[[ RECORDS PROVIDED open ]]
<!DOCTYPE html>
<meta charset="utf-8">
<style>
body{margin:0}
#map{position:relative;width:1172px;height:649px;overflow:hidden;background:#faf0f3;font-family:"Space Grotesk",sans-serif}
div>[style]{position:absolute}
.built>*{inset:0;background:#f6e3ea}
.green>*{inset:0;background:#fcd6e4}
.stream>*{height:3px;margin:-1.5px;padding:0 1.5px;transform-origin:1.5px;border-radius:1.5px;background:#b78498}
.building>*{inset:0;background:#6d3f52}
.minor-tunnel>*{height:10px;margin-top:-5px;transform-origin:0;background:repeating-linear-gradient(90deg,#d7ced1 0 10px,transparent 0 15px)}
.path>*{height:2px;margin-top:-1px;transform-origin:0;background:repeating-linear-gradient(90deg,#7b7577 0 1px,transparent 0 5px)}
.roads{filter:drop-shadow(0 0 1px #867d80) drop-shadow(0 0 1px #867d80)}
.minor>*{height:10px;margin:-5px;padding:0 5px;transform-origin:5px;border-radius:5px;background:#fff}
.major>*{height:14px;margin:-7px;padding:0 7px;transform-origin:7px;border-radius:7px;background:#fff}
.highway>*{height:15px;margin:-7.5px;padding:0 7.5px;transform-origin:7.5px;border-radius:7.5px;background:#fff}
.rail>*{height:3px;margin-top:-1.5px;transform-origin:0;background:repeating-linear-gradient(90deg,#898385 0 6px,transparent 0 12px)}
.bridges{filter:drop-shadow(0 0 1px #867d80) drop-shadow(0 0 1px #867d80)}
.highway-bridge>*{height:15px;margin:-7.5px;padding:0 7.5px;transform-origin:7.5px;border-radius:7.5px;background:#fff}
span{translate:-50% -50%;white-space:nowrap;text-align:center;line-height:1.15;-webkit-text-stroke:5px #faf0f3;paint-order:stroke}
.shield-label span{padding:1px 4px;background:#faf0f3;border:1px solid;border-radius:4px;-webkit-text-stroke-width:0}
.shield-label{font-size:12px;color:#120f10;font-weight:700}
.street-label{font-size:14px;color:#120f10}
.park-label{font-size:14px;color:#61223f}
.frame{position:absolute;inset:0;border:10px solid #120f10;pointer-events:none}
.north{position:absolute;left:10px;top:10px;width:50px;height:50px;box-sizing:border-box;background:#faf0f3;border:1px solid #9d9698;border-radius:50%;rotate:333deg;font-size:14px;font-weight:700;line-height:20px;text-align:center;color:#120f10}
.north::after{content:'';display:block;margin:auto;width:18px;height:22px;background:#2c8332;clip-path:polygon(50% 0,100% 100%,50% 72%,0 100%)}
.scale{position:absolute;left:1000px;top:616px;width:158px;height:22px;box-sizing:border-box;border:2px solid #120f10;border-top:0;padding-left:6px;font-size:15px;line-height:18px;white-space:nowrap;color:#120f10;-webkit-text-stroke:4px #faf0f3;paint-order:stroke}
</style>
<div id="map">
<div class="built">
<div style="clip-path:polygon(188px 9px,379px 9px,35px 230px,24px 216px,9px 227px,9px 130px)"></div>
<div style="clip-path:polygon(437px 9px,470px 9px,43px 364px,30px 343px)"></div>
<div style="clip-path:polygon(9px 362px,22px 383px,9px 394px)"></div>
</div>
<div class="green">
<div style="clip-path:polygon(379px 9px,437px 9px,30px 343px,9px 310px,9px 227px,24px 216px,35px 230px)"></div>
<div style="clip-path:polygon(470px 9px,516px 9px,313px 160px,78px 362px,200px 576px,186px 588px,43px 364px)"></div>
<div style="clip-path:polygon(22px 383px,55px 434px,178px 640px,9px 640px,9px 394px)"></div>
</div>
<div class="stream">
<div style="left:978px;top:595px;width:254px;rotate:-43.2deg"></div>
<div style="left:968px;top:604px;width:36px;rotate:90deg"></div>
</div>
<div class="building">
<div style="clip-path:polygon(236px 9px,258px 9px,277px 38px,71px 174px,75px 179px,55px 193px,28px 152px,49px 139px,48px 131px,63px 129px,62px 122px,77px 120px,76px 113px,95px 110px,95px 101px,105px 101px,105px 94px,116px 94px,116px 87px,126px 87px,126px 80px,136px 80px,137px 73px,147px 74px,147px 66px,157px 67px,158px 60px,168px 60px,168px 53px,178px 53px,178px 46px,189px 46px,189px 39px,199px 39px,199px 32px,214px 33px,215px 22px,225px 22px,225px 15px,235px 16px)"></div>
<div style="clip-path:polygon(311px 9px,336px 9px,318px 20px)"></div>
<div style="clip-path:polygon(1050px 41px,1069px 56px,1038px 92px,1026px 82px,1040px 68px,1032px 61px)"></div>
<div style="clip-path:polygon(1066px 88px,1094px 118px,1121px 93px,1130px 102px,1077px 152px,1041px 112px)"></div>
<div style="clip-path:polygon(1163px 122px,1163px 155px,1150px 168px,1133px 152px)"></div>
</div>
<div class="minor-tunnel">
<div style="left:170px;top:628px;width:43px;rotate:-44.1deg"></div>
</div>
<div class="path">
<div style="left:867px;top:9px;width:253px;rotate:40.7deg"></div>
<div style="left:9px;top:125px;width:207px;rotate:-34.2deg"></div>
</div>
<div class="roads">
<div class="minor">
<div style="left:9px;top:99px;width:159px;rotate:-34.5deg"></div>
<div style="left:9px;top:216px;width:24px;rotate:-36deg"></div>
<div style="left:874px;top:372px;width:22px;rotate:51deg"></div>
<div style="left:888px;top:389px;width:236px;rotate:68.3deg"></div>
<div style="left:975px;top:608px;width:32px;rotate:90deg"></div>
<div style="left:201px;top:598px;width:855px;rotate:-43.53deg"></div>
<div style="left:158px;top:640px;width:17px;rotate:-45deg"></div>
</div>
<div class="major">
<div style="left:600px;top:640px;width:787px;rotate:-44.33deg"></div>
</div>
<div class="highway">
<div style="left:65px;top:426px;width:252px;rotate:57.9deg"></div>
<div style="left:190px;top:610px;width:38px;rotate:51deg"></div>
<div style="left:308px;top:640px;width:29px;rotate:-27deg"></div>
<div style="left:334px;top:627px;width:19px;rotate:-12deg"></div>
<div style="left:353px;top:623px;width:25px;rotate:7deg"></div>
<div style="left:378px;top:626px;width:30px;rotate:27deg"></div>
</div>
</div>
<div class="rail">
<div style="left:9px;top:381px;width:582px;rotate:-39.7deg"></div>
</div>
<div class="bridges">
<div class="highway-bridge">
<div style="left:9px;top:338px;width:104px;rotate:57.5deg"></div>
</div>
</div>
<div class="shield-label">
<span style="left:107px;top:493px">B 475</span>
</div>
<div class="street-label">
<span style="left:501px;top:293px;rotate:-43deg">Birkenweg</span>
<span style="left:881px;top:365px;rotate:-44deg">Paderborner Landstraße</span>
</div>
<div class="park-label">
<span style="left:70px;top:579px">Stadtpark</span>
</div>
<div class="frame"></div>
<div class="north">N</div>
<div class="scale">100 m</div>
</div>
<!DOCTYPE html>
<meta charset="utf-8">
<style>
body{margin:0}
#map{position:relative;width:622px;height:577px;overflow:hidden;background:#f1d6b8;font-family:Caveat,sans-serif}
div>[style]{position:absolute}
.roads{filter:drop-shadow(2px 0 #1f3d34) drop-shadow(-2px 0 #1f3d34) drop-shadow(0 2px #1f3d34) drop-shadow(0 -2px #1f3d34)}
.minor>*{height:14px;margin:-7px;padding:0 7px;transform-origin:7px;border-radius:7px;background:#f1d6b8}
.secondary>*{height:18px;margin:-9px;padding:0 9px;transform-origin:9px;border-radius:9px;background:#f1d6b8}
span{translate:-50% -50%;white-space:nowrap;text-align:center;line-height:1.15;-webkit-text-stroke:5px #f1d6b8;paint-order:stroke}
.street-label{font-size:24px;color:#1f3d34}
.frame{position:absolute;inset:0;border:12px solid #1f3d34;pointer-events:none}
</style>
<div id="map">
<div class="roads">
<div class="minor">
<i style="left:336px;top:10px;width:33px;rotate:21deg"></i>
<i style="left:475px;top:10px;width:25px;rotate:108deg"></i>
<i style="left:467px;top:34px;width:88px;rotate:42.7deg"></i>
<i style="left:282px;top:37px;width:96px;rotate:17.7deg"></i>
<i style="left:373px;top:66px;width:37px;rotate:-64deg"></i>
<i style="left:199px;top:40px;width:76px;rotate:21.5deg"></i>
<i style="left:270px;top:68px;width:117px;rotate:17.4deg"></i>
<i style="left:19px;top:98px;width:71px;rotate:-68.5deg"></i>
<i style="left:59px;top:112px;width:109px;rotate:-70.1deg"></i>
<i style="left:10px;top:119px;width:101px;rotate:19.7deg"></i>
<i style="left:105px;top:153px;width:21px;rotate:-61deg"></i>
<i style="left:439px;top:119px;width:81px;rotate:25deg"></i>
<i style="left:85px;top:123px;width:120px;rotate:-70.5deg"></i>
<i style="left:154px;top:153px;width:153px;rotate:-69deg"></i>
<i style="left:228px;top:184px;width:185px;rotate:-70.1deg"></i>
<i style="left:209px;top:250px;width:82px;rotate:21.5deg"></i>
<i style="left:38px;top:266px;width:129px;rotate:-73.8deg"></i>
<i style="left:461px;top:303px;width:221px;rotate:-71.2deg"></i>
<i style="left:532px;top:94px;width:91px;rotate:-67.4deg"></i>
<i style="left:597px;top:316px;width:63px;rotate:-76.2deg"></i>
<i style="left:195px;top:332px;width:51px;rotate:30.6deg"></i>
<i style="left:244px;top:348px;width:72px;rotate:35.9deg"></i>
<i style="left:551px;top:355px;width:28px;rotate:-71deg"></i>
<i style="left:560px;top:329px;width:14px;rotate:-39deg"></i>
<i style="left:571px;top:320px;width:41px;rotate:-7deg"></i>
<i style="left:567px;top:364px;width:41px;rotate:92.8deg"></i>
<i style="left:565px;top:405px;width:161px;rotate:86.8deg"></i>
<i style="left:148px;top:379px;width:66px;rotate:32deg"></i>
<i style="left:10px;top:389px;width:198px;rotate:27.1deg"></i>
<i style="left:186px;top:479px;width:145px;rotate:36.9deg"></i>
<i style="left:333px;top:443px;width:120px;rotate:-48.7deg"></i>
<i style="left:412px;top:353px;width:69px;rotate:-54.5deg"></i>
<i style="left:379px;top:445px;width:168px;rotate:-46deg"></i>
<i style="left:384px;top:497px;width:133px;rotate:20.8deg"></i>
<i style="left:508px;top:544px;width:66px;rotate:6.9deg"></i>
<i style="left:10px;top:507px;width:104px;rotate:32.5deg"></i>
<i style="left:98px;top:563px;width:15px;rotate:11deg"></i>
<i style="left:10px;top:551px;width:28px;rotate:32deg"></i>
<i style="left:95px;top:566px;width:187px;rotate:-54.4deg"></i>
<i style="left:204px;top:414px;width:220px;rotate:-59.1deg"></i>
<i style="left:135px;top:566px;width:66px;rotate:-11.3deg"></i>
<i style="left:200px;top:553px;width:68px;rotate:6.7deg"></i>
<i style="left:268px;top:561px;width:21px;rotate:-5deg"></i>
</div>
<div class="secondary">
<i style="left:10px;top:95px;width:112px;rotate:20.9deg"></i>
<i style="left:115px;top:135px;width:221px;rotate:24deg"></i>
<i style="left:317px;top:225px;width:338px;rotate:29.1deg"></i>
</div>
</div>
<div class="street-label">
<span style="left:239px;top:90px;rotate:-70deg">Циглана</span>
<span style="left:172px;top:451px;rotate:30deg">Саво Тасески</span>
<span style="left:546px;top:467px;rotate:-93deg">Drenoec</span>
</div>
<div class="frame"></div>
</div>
[[ RECORDS PROVIDED closed ]]
#### ACTION ITEM:
What lines of the material above contain "family"? Return each of them.

#### ANSWER TO THE EXERCISE:
#map{position:relative;width:1172px;height:649px;overflow:hidden;background:#faf0f3;font-family:"Space Grotesk",sans-serif}
#map{position:relative;width:622px;height:577px;overflow:hidden;background:#f1d6b8;font-family:Caveat,sans-serif}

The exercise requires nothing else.